Health: One of every two students gets 24-48 hrs. of acute stomach-related illnesses every year. Staying hydrated is of key importance to quickly bouncing back. Come prepared.
Swimming skills and boating: Students need to know how to swim and be comfortable travelling by outboard motor boat for hours at a time to get to remote locations. Boats are very safe for group travel and are handled by very experienced local guides.
Field station life: Shared sleeping accommodations and bathrooms offer little privacy.
Internet: Limited to no internet in more than half of the course. When available, internet is very slow.
Planning to work on other projects during the course? For ¾ of the class you will have no time to work on anything else. Finish your MP or independent study presentation before the start of block D.

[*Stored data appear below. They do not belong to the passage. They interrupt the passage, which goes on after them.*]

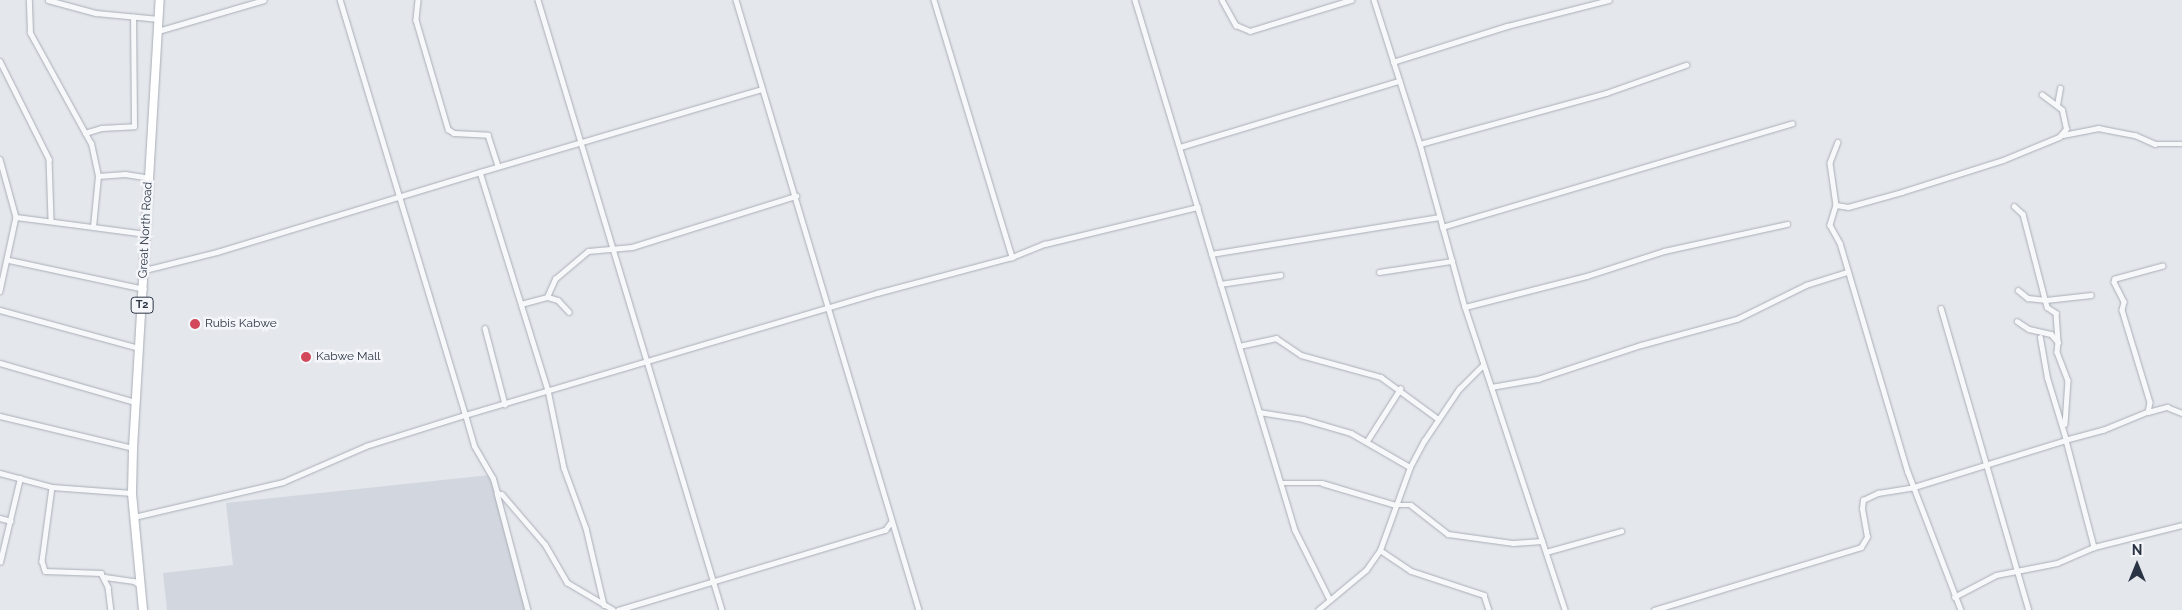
<!DOCTYPE html>
<style>
body{margin:0}
#map{position:relative;width:2182px;height:610px;overflow:hidden;background:#e4e7ec;font-family:Raleway,sans-serif}
div>[style]{position:absolute}
.built>*{inset:0;background:#d2d6de}
.roads{filter:drop-shadow(0 0 1px #a9aeb7) drop-shadow(0 0 1px #a9aeb7)}
.street>*{height:4.5px;margin:-2.25px;padding:0 2.25px;transform-origin:2.25px;border-radius:2.25px;background:#f7f8fa}
.highway>*{height:8px;margin:-4px;padding:0 4px;transform-origin:4px;border-radius:4px;background:#fff}
.dots>*{width:14px;height:14px;translate:-50% -50%;box-sizing:border-box;border:2px solid #f4f6f9;border-radius:50%}
span{translate:-50% -50%;white-space:nowrap;text-align:center;line-height:1.15;-webkit-text-stroke:5px #f4f6f9;paint-order:stroke}
.shield-label span{padding:1px 4px;background:#f4f6f9;border:1px solid;border-radius:4px;-webkit-text-stroke-width:0}
.shield-label{font-size:11px;color:#2b3445;font-weight:700}
.street-label{font-size:12px;color:#2b3445}
.poi-label{font-size:12px;color:#2b3445}
.left{translate:0 -50%;text-align:left}
.north{position:absolute;left:2112px;top:540px;width:50px;height:50px;-webkit-text-stroke:4px #f4f6f9;paint-order:stroke;rotate:0deg;font-size:14px;font-weight:700;line-height:20px;text-align:center;color:#2b3445}
.north::after{content:'';display:block;margin:auto;width:18px;height:22px;background:#2b3445;clip-path:polygon(50% 0,100% 100%,50% 72%,0 100%)}
</style>
<div id="map">
<div class="built">
<div style="clip-path:polygon(490px 475px,528px 610px,167px 610px,163px 573px,233px 565px,226px 503px)"></div>
</div>
<div class="roads">
<div class="street">
<div style="left:48px;top:0;width:50px;rotate:15.2deg"></div>
<div style="left:96px;top:13px;width:63px;rotate:5.4deg"></div>
<div style="left:418px;top:0;width:20px;rotate:96deg"></div>
<div style="left:416px;top:20px;width:114px;rotate:73.6deg"></div>
<div style="left:448px;top:129px;width:7px;rotate:34deg"></div>
<div style="left:454px;top:133px;width:34px;rotate:3deg"></div>
<div style="left:488px;top:135px;width:33px;rotate:72deg"></div>
<div style="left:538px;top:0;width:637px;rotate:73.21deg"></div>
<div style="left:736px;top:0;width:637px;rotate:73.3deg"></div>
<div style="left:934px;top:0;width:269px;rotate:73.1deg"></div>
<div style="left:1135px;top:0;width:554px;rotate:73.2deg"></div>
<div style="left:1295px;top:530px;width:78px;rotate:63.4deg"></div>
<div style="left:1222px;top:0;width:29px;rotate:61deg"></div>
<div style="left:1236px;top:25px;width:15px;rotate:23deg"></div>
<div style="left:1250px;top:31px;width:106px;rotate:-17.1deg"></div>
<div style="left:1374px;top:0;width:151px;rotate:72.3deg"></div>
<div style="left:1420px;top:144px;width:169px;rotate:74.6deg"></div>
<div style="left:1465px;top:307px;width:319px;rotate:71.7deg"></div>
<div style="left:158px;top:31px;width:110px;rotate:-16.3deg"></div>
<div style="left:0;top:61px;width:110px;rotate:63.4deg"></div>
<div style="left:49px;top:159px;width:60px;rotate:88.1deg"></div>
<div style="left:1393px;top:62px;width:120px;rotate:-17.5deg"></div>
<div style="left:1507px;top:26px;width:105px;rotate:-14.3deg"></div>
<div style="left:2057px;top:105px;width:17px;rotate:-80deg"></div>
<div style="left:85px;top:133px;width:17px;rotate:-17deg"></div>
<div style="left:101px;top:128px;width:33px;rotate:-3deg"></div>
<div style="left:134px;top:126px;width:109px;rotate:-90.5deg"></div>
<div style="left:2063px;top:135px;width:36px;rotate:-11deg"></div>
<div style="left:2098px;top:128px;width:38px;rotate:11deg"></div>
<div style="left:2135px;top:135px;width:22px;rotate:24deg"></div>
<div style="left:2155px;top:144px;width:27px"></div>
<div style="left:1838px;top:142px;width:22px;rotate:111deg"></div>
<div style="left:1830px;top:163px;width:42px;rotate:81.9deg"></div>
<div style="left:1836px;top:205px;width:21px;rotate:107deg"></div>
<div style="left:1830px;top:225px;width:21px;rotate:61deg"></div>
<div style="left:1840px;top:243px;width:239px;rotate:73.5deg"></div>
<div style="left:1908px;top:472px;width:148px;rotate:69deg"></div>
<div style="left:1420px;top:144px;width:193px;rotate:-15.3deg"></div>
<div style="left:1606px;top:93px;width:85px;rotate:-19.3deg"></div>
<div style="left:1180px;top:147px;width:229px;rotate:-16.8deg"></div>
<div style="left:0;top:159px;width:60px;rotate:74.6deg"></div>
<div style="left:16px;top:217px;width:76px;rotate:102.2deg"></div>
<div style="left:480px;top:172px;width:294px;rotate:-16.4deg"></div>
<div style="left:98px;top:176px;width:27px;rotate:-4deg"></div>
<div style="left:125px;top:174px;width:24px;rotate:9deg"></div>
<div style="left:1836px;top:205px;width:12px;rotate:9deg"></div>
<div style="left:1848px;top:207px;width:56px;rotate:-15.5deg"></div>
<div style="left:1902px;top:192px;width:106px;rotate:-17.6deg"></div>
<div style="left:2003px;top:160px;width:61px;rotate:-22.3deg"></div>
<div style="left:2059px;top:137px;width:11px;rotate:-49deg"></div>
<div style="left:2066px;top:129px;width:19px;rotate:-102deg"></div>
<div style="left:2062px;top:110px;width:25px;rotate:-143deg"></div>
<div style="left:2014px;top:206px;width:12px;rotate:42deg"></div>
<div style="left:2023px;top:214px;width:96px;rotate:75.5deg"></div>
<div style="left:2047px;top:307px;width:11px;rotate:34deg"></div>
<div style="left:2056px;top:313px;width:29px;rotate:86deg"></div>
<div style="left:16px;top:217px;width:78px;rotate:7.4deg"></div>
<div style="left:93px;top:227px;width:51px;rotate:-84.4deg"></div>
<div style="left:98px;top:176px;width:33px;rotate:-102deg"></div>
<div style="left:91px;top:144px;width:127px;rotate:-118.8deg"></div>
<div style="left:30px;top:33px;width:33px;rotate:-92deg"></div>
<div style="left:93px;top:227px;width:53px;rotate:7.5deg"></div>
<div style="left:1442px;top:227px;width:365px;rotate:-16.5deg"></div>
<div style="left:1211px;top:254px;width:231px;rotate:-9.2deg"></div>
<div style="left:9px;top:260px;width:138px;rotate:12.1deg"></div>
<div style="left:2163px;top:266px;width:50px;rotate:164.8deg"></div>
<div style="left:2115px;top:279px;width:3px;rotate:108deg"></div>
<div style="left:2114px;top:282px;width:22px;rotate:63deg"></div>
<div style="left:2124px;top:302px;width:8px;rotate:104deg"></div>
<div style="left:2122px;top:310px;width:96px;rotate:73.1deg"></div>
<div style="left:2150px;top:402px;width:10px;rotate:101deg"></div>
<div style="left:2148px;top:412px;width:48px;rotate:157.8deg"></div>
<div style="left:2104px;top:430px;width:39px;rotate:165deg"></div>
<div style="left:2066px;top:440px;width:111px;rotate:75.3deg"></div>
<div style="left:2094px;top:547px;width:91px;rotate:-14deg"></div>
<div style="left:145px;top:270px;width:74px;rotate:-14deg"></div>
<div style="left:217px;top:252px;width:275px;rotate:-16.9deg"></div>
<div style="left:480px;top:172px;width:228px;rotate:72.7deg"></div>
<div style="left:548px;top:390px;width:80px;rotate:78.4deg"></div>
<div style="left:564px;top:468px;width:64px;rotate:69.9deg"></div>
<div style="left:586px;top:528px;width:79px;rotate:76.8deg"></div>
<div style="left:1379px;top:272px;width:74px;rotate:-8.6deg"></div>
<div style="left:1220px;top:284px;width:61px;rotate:-8.5deg"></div>
<div style="left:2018px;top:290px;width:13px;rotate:39deg"></div>
<div style="left:2028px;top:298px;width:18px;rotate:6deg"></div>
<div style="left:2046px;top:300px;width:45px;rotate:-6.3deg"></div>
<div style="left:547px;top:297px;width:20px;rotate:-66deg"></div>
<div style="left:555px;top:279px;width:43px;rotate:-40.3deg"></div>
<div style="left:588px;top:251px;width:44px;rotate:-5.2deg"></div>
<div style="left:632px;top:247px;width:172px;rotate:-17.3deg"></div>
<div style="left:521px;top:304px;width:28px;rotate:-15deg"></div>
<div style="left:548px;top:297px;width:10px;rotate:17deg"></div>
<div style="left:558px;top:300px;width:16px;rotate:47deg"></div>
<div style="left:1465px;top:307px;width:126px;rotate:-14.3deg"></div>
<div style="left:1587px;top:276px;width:81px;rotate:-18deg"></div>
<div style="left:1664px;top:251px;width:126px;rotate:-12.4deg"></div>
<div style="left:1941px;top:308px;width:315px;rotate:73.8deg"></div>
<div style="left:0;top:310px;width:144px;rotate:15.3deg"></div>
<div style="left:2017px;top:321px;width:14px;rotate:34deg"></div>
<div style="left:2029px;top:329px;width:23px;rotate:13deg"></div>
<div style="left:2051px;top:334px;width:11px;rotate:49deg"></div>
<div style="left:2058px;top:342px;width:10px;rotate:96deg"></div>
<div style="left:2057px;top:352px;width:30px;rotate:69deg"></div>
<div style="left:2068px;top:380px;width:44px;rotate:93.9deg"></div>
<div style="left:485px;top:328px;width:79px;rotate:75.3deg"></div>
<div style="left:1239px;top:346px;width:38px;rotate:-12deg"></div>
<div style="left:1276px;top:338px;width:30px;rotate:34deg"></div>
<div style="left:1301px;top:355px;width:83px;rotate:15.4deg"></div>
<div style="left:1381px;top:377px;width:69px;rotate:36.2deg"></div>
<div style="left:0;top:363px;width:141px;rotate:16.1deg"></div>
<div style="left:1491px;top:387px;width:48px;rotate:-9.7deg"></div>
<div style="left:1538px;top:379px;width:108px;rotate:-18.3deg"></div>
<div style="left:1641px;top:345px;width:99px;rotate:-15.2deg"></div>
<div style="left:1737px;top:319px;width:77px;rotate:-26.2deg"></div>
<div style="left:1806px;top:285px;width:43px;rotate:-17.6deg"></div>
<div style="left:1259px;top:412px;width:45px;rotate:9deg"></div>
<div style="left:1303px;top:419px;width:50px;rotate:16.3deg"></div>
<div style="left:1351px;top:433px;width:68px;rotate:30deg"></div>
<div style="left:2148px;top:412px;width:20px;rotate:-15deg"></div>
<div style="left:2167px;top:407px;width:16px;rotate:22deg"></div>
<div style="left:0;top:416px;width:137px;rotate:13.5deg"></div>
<div style="left:1367px;top:441px;width:62px;rotate:-57.6deg"></div>
<div style="left:0;top:473px;width:54px;rotate:15.1deg"></div>
<div style="left:52px;top:487px;width:80px;rotate:4.3deg"></div>
<div style="left:1281px;top:483px;width:41px"></div>
<div style="left:1322px;top:483px;width:77px;rotate:16.6deg"></div>
<div style="left:1396px;top:505px;width:15px"></div>
<div style="left:1411px;top:505px;width:47px;rotate:38.1deg"></div>
<div style="left:1448px;top:534px;width:66px;rotate:7.9deg"></div>
<div style="left:1513px;top:543px;width:29px;rotate:-4deg"></div>
<div style="left:52px;top:487px;width:75px;rotate:97.7deg"></div>
<div style="left:42px;top:561px;width:10px;rotate:73deg"></div>
<div style="left:45px;top:571px;width:56px;rotate:2deg"></div>
<div style="left:101px;top:573px;width:16px;rotate:63deg"></div>
<div style="left:108px;top:587px;width:23px;rotate:83deg"></div>
<div style="left:497px;top:493px;width:121px;rotate:75.2deg"></div>
<div style="left:134px;top:517px;width:153px;rotate:-13.2deg"></div>
<div style="left:283px;top:482px;width:90px;rotate:-23.4deg"></div>
<div style="left:366px;top:446px;width:104px;rotate:-17.4deg"></div>
<div style="left:465px;top:415px;width:433px;rotate:-106.8deg"></div>
<div style="left:0;top:518px;width:11px;rotate:15deg"></div>
<div style="left:1380px;top:550px;width:37px;rotate:34deg"></div>
<div style="left:1411px;top:571px;width:77px;rotate:18.2deg"></div>
<div style="left:1484px;top:595px;width:16px;rotate:72deg"></div>
<div style="left:1546px;top:552px;width:78px;rotate:-15.6deg"></div>
<div style="left:0;top:562px;width:86px;rotate:-76.6deg"></div>
<div style="left:105px;top:577px;width:29px;rotate:8deg"></div>
<div style="left:134px;top:581px;width:7px;rotate:34deg"></div>
<div style="left:1954px;top:597px;width:47px;rotate:-27.6deg"></div>
<div style="left:1996px;top:575px;width:62px;rotate:-11.1deg"></div>
<div style="left:2057px;top:563px;width:40px;rotate:-23.4deg"></div>
<div style="left:613px;top:610px;width:53px;rotate:-149.6deg"></div>
<div style="left:567px;top:583px;width:44px;rotate:-120.1deg"></div>
<div style="left:545px;top:545px;width:66px;rotate:-130.7deg"></div>
<div style="left:502px;top:495px;width:5px;rotate:-158deg"></div>
<div style="left:497px;top:493px;width:15px;rotate:-106deg"></div>
<div style="left:493px;top:479px;width:38px;rotate:-120deg"></div>
<div style="left:474px;top:446px;width:32px;rotate:-106deg"></div>
<div style="left:465px;top:415px;width:430px;rotate:-16.5deg"></div>
<div style="left:877px;top:293px;width:140px;rotate:-14.9deg"></div>
<div style="left:1012px;top:257px;width:35px;rotate:-22deg"></div>
<div style="left:1045px;top:244px;width:157px;rotate:-13.6deg"></div>
<div style="left:618px;top:610px;width:279px;rotate:-16.7deg"></div>
<div style="left:885px;top:530px;width:10px;rotate:-53deg"></div>
<div style="left:1318px;top:610px;width:62px;rotate:-39.8deg"></div>
<div style="left:1366px;top:570px;width:24px;rotate:-55deg"></div>
<div style="left:1380px;top:550px;width:88px;rotate:-70.1deg"></div>
<div style="left:1410px;top:467px;width:30px;rotate:-62deg"></div>
<div style="left:1424px;top:441px;width:63px;rotate:-56.1deg"></div>
<div style="left:1459px;top:389px;width:34px;rotate:-45deg"></div>
<div style="left:1654px;top:610px;width:216px;rotate:-16.9deg"></div>
<div style="left:1861px;top:547px;width:12px;rotate:-59deg"></div>
<div style="left:1867px;top:537px;width:28px;rotate:-100deg"></div>
<div style="left:1862px;top:509px;width:9px;rotate:-84deg"></div>
<div style="left:1863px;top:500px;width:17px;rotate:-25deg"></div>
<div style="left:1878px;top:493px;width:36px;rotate:-9deg"></div>
<div style="left:1914px;top:487px;width:159px;rotate:-17.2deg"></div>
<div style="left:2066px;top:440px;width:65px;rotate:-107deg"></div>
<div style="left:2047px;top:378px;width:41px;rotate:-99.9deg"></div>
</div>
<div class="highway">
<div style="left:143px;top:610px;width:118px;rotate:-95.4deg"></div>
<div style="left:132px;top:493px;width:45px;rotate:-88.7deg"></div>
<div style="left:133px;top:448px;width:449px;rotate:-86.6deg"></div>
</div>
</div>
<div class="dots">
<div style="left:195px;top:324px;background:#d1495b"></div>
<div style="left:306px;top:357px;background:#d1495b"></div>
</div>
<div class="shield-label">
<span style="left:142px;top:305px">T2</span>
</div>
<div class="street-label">
<span style="left:146px;top:230px;rotate:-87deg">Great North Road</span>
</div>
<div class="poi-label">
<span class="left" style="left:205px;top:324px">Rubis Kabwe</span>
<span class="left" style="left:316px;top:357px">Kabwe Mall</span>
</div>
<div class="north">N</div>
</div>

Primitive Camping: Multi-night backcountry camping. Toilets are not available.
Language: The class will be taught in English, however students are advised to prepare for Spanish. The more Spanish you speak the more you will get out of the class.
Cooking: To build a sense of community among members of the class, and to keep class costs reasonable, students share cooking responsibilities throughout the course. Some of the best discussions are to be had while cooking at the station and in the field!
Adaptability: As any other field course in a developing country it is difficult to predict what we will see and in what order activities will happen until we are down there. Being able to adapt to changing weather conditions is an important strategy for local coastal communities’ ability to survive. We will do the same.